Find the string "setLineDash" in the records and copy each line where it occurs.

+---+

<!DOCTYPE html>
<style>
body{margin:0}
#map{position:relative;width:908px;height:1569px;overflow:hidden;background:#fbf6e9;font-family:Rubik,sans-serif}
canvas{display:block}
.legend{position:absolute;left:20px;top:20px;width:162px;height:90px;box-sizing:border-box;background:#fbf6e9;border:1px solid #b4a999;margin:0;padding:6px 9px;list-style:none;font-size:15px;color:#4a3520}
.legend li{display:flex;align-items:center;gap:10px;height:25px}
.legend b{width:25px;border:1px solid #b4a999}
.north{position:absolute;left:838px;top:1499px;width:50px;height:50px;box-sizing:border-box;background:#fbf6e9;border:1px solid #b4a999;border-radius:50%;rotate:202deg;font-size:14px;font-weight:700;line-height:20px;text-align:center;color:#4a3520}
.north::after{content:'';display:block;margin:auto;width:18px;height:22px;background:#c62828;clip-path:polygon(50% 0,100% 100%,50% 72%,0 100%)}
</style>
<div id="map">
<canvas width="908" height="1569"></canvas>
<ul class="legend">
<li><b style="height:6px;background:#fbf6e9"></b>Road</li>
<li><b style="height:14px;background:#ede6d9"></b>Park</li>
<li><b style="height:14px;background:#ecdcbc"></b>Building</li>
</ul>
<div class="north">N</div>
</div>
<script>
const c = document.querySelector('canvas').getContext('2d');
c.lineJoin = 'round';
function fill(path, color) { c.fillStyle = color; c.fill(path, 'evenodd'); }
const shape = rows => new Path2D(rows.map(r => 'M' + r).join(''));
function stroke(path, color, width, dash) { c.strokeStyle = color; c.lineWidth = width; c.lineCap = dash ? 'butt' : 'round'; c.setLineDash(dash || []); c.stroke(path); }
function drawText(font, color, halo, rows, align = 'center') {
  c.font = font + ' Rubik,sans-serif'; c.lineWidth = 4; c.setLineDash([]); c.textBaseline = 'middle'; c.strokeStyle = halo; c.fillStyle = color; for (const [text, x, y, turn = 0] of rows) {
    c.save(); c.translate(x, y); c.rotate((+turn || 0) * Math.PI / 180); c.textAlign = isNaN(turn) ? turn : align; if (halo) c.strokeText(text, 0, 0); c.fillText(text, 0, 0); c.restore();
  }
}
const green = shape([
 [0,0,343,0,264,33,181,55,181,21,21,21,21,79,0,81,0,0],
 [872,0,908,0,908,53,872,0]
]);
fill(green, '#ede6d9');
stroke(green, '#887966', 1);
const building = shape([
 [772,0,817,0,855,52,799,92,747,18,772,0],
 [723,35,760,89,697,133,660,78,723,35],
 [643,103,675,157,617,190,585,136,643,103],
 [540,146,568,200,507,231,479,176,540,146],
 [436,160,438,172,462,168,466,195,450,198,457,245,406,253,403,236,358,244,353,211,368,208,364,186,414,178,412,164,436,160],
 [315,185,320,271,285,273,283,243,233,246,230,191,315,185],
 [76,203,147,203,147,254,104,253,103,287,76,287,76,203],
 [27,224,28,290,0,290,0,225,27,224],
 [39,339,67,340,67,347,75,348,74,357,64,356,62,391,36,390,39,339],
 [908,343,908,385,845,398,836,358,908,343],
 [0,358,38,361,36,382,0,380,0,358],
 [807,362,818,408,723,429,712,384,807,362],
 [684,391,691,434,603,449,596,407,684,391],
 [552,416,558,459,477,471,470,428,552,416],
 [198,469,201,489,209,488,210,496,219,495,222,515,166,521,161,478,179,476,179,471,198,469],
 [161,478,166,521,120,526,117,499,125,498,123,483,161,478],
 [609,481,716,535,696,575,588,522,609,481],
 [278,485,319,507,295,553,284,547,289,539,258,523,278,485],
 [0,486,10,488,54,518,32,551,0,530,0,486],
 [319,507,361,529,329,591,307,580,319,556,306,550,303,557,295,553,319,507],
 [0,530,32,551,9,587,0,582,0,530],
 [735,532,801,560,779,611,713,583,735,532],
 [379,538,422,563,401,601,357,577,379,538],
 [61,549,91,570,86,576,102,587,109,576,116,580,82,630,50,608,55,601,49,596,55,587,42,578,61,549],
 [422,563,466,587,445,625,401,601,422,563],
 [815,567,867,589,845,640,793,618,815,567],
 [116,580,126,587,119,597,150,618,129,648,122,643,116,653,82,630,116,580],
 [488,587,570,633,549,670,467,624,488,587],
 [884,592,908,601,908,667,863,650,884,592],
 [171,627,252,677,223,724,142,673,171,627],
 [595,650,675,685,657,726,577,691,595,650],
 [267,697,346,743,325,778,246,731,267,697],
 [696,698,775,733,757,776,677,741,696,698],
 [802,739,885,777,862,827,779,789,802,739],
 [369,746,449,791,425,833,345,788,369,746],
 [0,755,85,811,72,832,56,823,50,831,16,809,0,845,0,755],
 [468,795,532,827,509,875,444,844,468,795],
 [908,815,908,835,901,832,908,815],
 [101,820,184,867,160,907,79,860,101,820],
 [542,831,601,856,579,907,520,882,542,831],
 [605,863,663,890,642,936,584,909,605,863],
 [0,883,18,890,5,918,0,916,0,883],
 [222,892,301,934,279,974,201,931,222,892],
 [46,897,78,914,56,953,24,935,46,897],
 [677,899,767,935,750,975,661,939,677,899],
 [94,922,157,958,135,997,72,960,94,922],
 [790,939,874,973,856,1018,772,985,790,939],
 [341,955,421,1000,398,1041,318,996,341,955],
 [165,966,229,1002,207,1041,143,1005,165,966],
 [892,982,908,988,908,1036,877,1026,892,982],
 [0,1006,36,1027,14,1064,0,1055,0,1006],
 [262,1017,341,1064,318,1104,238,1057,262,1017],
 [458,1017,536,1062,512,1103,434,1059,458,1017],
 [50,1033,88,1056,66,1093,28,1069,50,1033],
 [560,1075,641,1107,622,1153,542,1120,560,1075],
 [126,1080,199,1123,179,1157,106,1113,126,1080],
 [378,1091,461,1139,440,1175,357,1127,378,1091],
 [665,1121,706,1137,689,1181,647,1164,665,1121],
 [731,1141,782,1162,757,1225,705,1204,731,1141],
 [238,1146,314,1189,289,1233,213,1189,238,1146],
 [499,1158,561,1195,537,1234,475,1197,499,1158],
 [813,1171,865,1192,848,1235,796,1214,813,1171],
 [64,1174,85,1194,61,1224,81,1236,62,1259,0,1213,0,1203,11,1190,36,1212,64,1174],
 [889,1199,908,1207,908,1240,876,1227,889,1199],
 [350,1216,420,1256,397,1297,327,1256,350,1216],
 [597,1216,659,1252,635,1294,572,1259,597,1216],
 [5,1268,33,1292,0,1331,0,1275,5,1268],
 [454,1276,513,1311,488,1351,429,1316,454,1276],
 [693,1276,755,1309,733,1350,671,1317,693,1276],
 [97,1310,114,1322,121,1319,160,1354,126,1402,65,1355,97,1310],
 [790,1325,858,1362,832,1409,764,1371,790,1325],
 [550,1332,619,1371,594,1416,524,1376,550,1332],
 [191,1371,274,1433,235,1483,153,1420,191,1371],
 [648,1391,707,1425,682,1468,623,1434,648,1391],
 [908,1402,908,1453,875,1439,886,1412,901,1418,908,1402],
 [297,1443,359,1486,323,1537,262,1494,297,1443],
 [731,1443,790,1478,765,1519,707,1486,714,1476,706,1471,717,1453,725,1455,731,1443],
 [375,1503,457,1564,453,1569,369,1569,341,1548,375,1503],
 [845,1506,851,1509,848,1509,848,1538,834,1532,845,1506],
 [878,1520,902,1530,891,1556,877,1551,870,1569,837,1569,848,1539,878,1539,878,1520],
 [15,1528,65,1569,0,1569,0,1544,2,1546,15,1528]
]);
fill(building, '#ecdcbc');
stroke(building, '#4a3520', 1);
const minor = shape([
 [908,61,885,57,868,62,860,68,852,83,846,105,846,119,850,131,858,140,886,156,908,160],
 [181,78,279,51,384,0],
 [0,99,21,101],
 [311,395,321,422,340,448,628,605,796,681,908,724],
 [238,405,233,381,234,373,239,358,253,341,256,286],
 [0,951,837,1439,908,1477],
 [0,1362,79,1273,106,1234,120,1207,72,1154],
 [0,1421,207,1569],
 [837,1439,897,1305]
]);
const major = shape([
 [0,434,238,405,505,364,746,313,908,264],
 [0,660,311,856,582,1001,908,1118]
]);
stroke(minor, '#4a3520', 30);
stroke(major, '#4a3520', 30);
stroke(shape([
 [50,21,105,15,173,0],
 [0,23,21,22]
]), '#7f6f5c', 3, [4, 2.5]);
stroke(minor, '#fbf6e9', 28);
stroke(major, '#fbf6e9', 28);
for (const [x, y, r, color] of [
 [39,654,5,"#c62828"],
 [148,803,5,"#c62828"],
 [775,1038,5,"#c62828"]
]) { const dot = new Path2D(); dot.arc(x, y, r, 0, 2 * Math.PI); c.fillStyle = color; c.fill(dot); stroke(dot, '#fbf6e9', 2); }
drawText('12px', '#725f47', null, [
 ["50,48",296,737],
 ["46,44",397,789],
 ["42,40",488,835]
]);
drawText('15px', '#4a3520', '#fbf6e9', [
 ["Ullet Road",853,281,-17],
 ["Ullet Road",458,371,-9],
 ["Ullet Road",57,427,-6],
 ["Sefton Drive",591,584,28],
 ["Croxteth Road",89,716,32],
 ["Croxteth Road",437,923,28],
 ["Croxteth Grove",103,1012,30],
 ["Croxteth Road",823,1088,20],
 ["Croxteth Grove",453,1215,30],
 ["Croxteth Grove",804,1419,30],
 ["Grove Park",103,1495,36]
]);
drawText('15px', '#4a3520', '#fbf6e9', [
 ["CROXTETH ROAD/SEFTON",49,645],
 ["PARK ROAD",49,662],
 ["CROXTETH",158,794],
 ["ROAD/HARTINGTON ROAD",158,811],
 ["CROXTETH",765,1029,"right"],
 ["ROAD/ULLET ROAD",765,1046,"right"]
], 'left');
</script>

+---+

SOLUTION TO THIS TASK:
function stroke(path, color, width, dash) { c.strokeStyle = color; c.lineWidth = width; c.lineCap = dash ? 'butt' : 'round'; c.setLineDash(dash || []); c.stroke(path); }
  c.font = font + ' Rubik,sans-serif'; c.lineWidth = 4; c.setLineDash([]); c.textBaseline = 'middle'; c.strokeStyle = halo; c.fillStyle = color; for (const [text, x, y, turn = 0] of rows) {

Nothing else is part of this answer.